::: Material provided

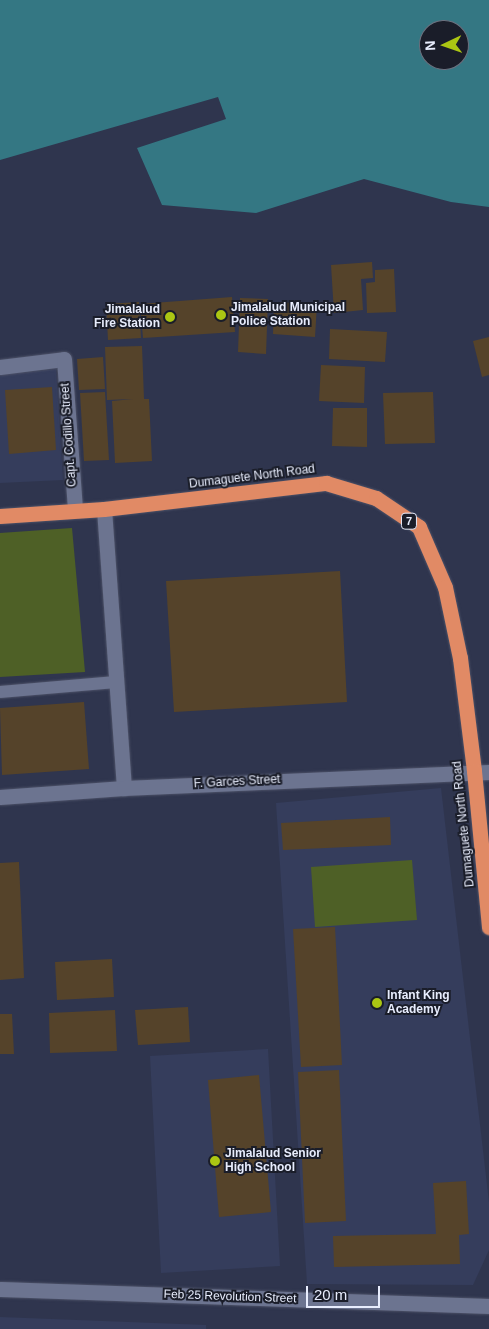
<!DOCTYPE html>
<html>
<head>
<meta charset="utf-8">
<style>
  body { margin:0 }
  #map { position:relative; width:489px; height:1329px; overflow:hidden; background:#2f354e; font-family:Helvetica,sans-serif }
  div>[style] { position:absolute }
  [style*='--x'] { left:calc(var(--x)*1px); top:calc(var(--y)*1px); width:calc(var(--w)*1px); rotate:calc(var(--a)*1deg) }
  .built>* { inset:0; background:#353d5c }
  .green>* { inset:0; background:#4e6026 }
  .water>* { inset:0; background:#347783 }
  .building>* { inset:0; background:#55432a }
  .roads { filter:drop-shadow(0 0 1px #4d5268) drop-shadow(0 0 1px #4d5268) }
  .lane>* { height:12px; margin:-6px; padding:0 6px; transform-origin:6px; border-radius:6px; background:#6c7490 }
  .street>* { height:15px; margin:-7.5px; padding:0 7.5px; transform-origin:7.5px; border-radius:7.5px; background:#6c7490 }
  .secondary>* { height:15px; margin:-7.5px; padding:0 7.5px; transform-origin:7.5px; border-radius:7.5px; background:#6c7490 }
  .highway>* { height:15px; margin:-7.5px; padding:0 7.5px; transform-origin:7.5px; border-radius:7.5px; background:#e18a65 }
  .dots>* { width:14px; height:14px; translate:-50% -50%; box-sizing:border-box; border:2px solid #1a1d29; border-radius:50% }
  span { translate:-50% -50%; white-space:nowrap; text-align:center; line-height:1.15; -webkit-text-stroke:4px #1a1d29; paint-order:stroke }
  .shield-label span { padding:1px 4px; background:#1a1d29; border:1px solid; border-radius:4px; -webkit-text-stroke-width:0 }
  .shield-label { font-size:11px; color:#e8edfd; font-weight:700 }
  .poi-label { font-size:12px; color:#e8edfd; font-weight:700 }
  .left { translate:0 -50%; text-align:left }
  .right { translate:-100% -50%; text-align:right }
  .street-label { font-size:12px; color:#e8edfd }
  .north { position:absolute; left:419px; top:20px; width:50px; height:50px; box-sizing:border-box; background:#1a1d29; border:1px solid #6c707e; border-radius:50%; rotate:267deg; font-size:14px; font-weight:700; line-height:20px; text-align:center; color:#e8edfd }
  .north::after { content:''; display:block; margin:auto; width:18px; height:22px; background:#abc613; clip-path:polygon(50% 0,100% 100%,50% 72%,0 100%) }
  .scale { position:absolute; left:306px; top:1286px; width:74px; height:22px; box-sizing:border-box; border:2px solid #e8edfd; border-top:0; padding-left:6px; font-size:15px; line-height:18px; white-space:nowrap; color:#e8edfd; -webkit-text-stroke:4px #1a1d29; paint-order:stroke }
</style>
</head>
<body>
<div id="map">
  <div class="built">
    <div style="clip-path:polygon(56px 369px,63px 480px,0 483px,0 375px)"></div>
    <div style="clip-path:polygon(441px 788px,489px 1202px,489px 1250px,473px 1285px,307px 1284px,276px 803px)"></div>
    <div style="clip-path:polygon(268px 1049px,280px 1266px,161px 1273px,150px 1056px)"></div>
    <div style="clip-path:polygon(0 1317px,206px 1325px,206px 1329px,0 1329px)"></div>
  </div>
  <div class="green">
    <div style="clip-path:polygon(72px 528px,85px 672px,0 677px,0 533px)"></div>
    <div style="clip-path:polygon(412px 860px,417px 920px,315px 927px,311px 867px)"></div>
  </div>
  <div class="water">
    <div style="clip-path:polygon(evenodd,0 0,489px 0,489px 207px,451px 202px,364px 179px,256px 213px,162px 205px,137px 148px,226px 119px,218px 97px,0 160px,0 0,429px 30px,459px 30px,459px 60px,429px 60px,429px 30px)"></div>
  </div>
  <div class="building">
    <div style="clip-path:polygon(372px 262px,373px 278px,361px 279px,363px 310px,334px 313px,331px 265px)"></div>
    <div style="clip-path:polygon(394px 269px,396px 312px,367px 313px,366px 283px,375px 282px,375px 270px)"></div>
    <div style="clip-path:polygon(232px 297px,235px 332px,143px 338px,140px 304px)"></div>
    <div style="clip-path:polygon(240px 298px,268px 299px,266px 354px,238px 352px)"></div>
    <div style="clip-path:polygon(139px 302px,141px 338px,108px 340px,106px 304px)"></div>
    <div style="clip-path:polygon(274px 302px,317px 304px,315px 337px,273px 334px)"></div>
    <div style="clip-path:polygon(330px 329px,387px 332px,385px 362px,329px 359px)"></div>
    <div style="clip-path:polygon(489px 337px,489px 375px,482px 377px,473px 341px)"></div>
    <div style="clip-path:polygon(142px 346px,144px 399px,149px 399px,152px 461px,115px 463px,112px 401px,133px 399px,107px 400px,105px 347px)"></div>
    <div style="clip-path:polygon(103px 357px,105px 389px,79px 390px,77px 359px)"></div>
    <div style="clip-path:polygon(321px 365px,365px 367px,364px 403px,319px 401px)"></div>
    <div style="clip-path:polygon(52px 387px,56px 450px,9px 454px,5px 390px)"></div>
    <div style="clip-path:polygon(105px 392px,109px 460px,84px 461px,80px 393px)"></div>
    <div style="clip-path:polygon(433px 392px,435px 443px,385px 444px,383px 393px)"></div>
    <div style="clip-path:polygon(333px 408px,367px 408px,367px 447px,332px 446px)"></div>
    <div style="clip-path:polygon(340px 571px,347px 702px,174px 712px,166px 581px)"></div>
    <div style="clip-path:polygon(84px 702px,89px 769px,2px 775px,0 708px)"></div>
    <div style="clip-path:polygon(390px 817px,391px 845px,283px 850px,281px 823px)"></div>
    <div style="clip-path:polygon(19px 862px,24px 978px,0 980px,0 863px)"></div>
    <div style="clip-path:polygon(335px 927px,342px 1065px,301px 1067px,293px 929px)"></div>
    <div style="clip-path:polygon(112px 959px,114px 997px,57px 1000px,55px 962px)"></div>
    <div style="clip-path:polygon(188px 1007px,190px 1042px,138px 1045px,135px 1010px)"></div>
    <div style="clip-path:polygon(115px 1010px,117px 1051px,50px 1053px,49px 1013px)"></div>
    <div style="clip-path:polygon(0 1014px,12px 1014px,14px 1054px,0 1054px)"></div>
    <div style="clip-path:polygon(339px 1070px,346px 1221px,305px 1223px,298px 1072px)"></div>
    <div style="clip-path:polygon(259px 1075px,271px 1212px,219px 1217px,208px 1080px)"></div>
    <div style="clip-path:polygon(466px 1181px,469px 1234px,459px 1235px,460px 1264px,334px 1267px,333px 1236px,436px 1234px,433px 1183px)"></div>
  </div>
  <div class="roads">
    <div class="lane">
      <div style="--x:0;--y:692;--w:116;--a:-4.9"></div>
    </div>
    <div class="street">
      <div style="--x:0;--y:367;--w:64;--a:-7.1"></div>
      <div style="--x:64;--y:359;--w:151;--a:85.8"></div>
      <div style="--x:104;--y:509;--w:280;--a:85.9"></div>
      <div style="--x:0;--y:797;--w:124;--a:-4.2"></div>
      <div style="--x:124;--y:788;--w:365;--a:-2.5"></div>
    </div>
    <div class="secondary">
      <div style="--x:0;--y:1289;--w:489;--a:2"></div>
    </div>
    <div class="highway">
      <div style="--x:0;--y:516;--w:104;--a:-3.9"></div>
      <div style="--x:104;--y:509;--w:224;--a:-6.7"></div>
      <div style="--x:326;--y:483;--w:52;--a:16.7"></div>
      <div style="--x:376;--y:498;--w:52;--a:34"></div>
      <div style="--x:419;--y:527;--w:65;--a:66.6"></div>
      <div style="--x:445;--y:587;--w:73;--a:78.1"></div>
      <div style="--x:460;--y:658;--w:114;--a:82.9"></div>
      <div style="--x:474;--y:771;--w:157;--a:84.5"></div>
    </div>
  </div>
  <div class="dots">
    <div style="left:221px;top:315px;background:#abc613"></div>
    <div style="left:170px;top:317px;background:#abc613"></div>
    <div style="left:377px;top:1003px;background:#abc613"></div>
    <div style="left:215px;top:1161px;background:#abc613"></div>
  </div>
  <div class="shield-label">
    <span style="left:409px;top:521px">7</span>
  </div>
  <div class="poi-label">
    <span class="left" style="left:231px;top:315px">Jimalalud Municipal<br>Police Station</span>
    <span class="right" style="left:160px;top:317px">Jimalalud<br>Fire Station</span>
    <span class="left" style="left:387px;top:1003px">Infant King<br>Academy</span>
    <span class="left" style="left:225px;top:1161px">Jimalalud Senior<br>High School</span>
  </div>
  <div class="street-label">
    <span style="left:69px;top:435px;rotate:-94deg">Capt. Codillo Street</span>
    <span style="left:252px;top:477px;rotate:-7deg">Dumaguete North Road</span>
    <span style="left:237px;top:782px;rotate:-3deg">F. Garces Street</span>
    <span style="left:464px;top:824px;rotate:-96deg">Dumaguete North Road</span>
    <span style="left:230px;top:1297px;rotate:2deg">Feb 25 Revolution Street</span>
  </div>
  <div class="north">N</div>
  <div class="scale">20 m</div>
</div>
</body>
</html>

::::::

Directions.
Show each line of the material above where "label" occurs.

Exercise solution.
  .shield-label span { padding:1px 4px; background:#1a1d29; border:1px solid; border-radius:4px; -webkit-text-stroke-width:0 }
  .shield-label { font-size:11px; color:#e8edfd; font-weight:700 }
  .poi-label { font-size:12px; color:#e8edfd; font-weight:700 }
  .street-label { font-size:12px; color:#e8edfd }
  <div class="shield-label">
  <div class="poi-label">
  <div class="street-label">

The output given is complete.